[Supplied information Boundary: Start]

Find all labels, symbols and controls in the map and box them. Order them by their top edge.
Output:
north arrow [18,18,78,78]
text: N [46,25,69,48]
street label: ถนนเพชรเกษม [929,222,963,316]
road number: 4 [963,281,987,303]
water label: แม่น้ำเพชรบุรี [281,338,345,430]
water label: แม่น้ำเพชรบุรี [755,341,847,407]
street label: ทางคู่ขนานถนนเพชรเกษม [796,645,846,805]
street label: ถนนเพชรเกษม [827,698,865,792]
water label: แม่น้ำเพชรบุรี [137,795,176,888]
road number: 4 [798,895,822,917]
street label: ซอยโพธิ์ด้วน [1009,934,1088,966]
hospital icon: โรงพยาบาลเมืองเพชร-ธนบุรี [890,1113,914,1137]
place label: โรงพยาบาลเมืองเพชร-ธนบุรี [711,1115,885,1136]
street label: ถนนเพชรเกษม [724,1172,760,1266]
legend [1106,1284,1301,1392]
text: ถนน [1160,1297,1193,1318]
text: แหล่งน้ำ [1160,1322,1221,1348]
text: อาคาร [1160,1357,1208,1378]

[Supplied information Boundary: End]

Transcribe every line of the records exactly, please.

Answer section:
Find all labels, symbols and controls in the map and box them. Order them by their top edge.
Output:
north arrow [18,18,78,78]
text: N [46,25,69,48]
street label: ถนนเพชรเกษม [929,222,963,316]
road number: 4 [963,281,987,303]
water label: แม่น้ำเพชรบุรี [281,338,345,430]
water label: แม่น้ำเพชรบุรี [755,341,847,407]
street label: ทางคู่ขนานถนนเพชรเกษม [796,645,846,805]
street label: ถนนเพชรเกษม [827,698,865,792]
water label: แม่น้ำเพชรบุรี [137,795,176,888]
road number: 4 [798,895,822,917]
street label: ซอยโพธิ์ด้วน [1009,934,1088,966]
hospital icon: โรงพยาบาลเมืองเพชร-ธนบุรี [890,1113,914,1137]
place label: โรงพยาบาลเมืองเพชร-ธนบุรี [711,1115,885,1136]
street label: ถนนเพชรเกษม [724,1172,760,1266]
legend [1106,1284,1301,1392]
text: ถนน [1160,1297,1193,1318]
text: แหล่งน้ำ [1160,1322,1221,1348]
text: อาคาร [1160,1357,1208,1378]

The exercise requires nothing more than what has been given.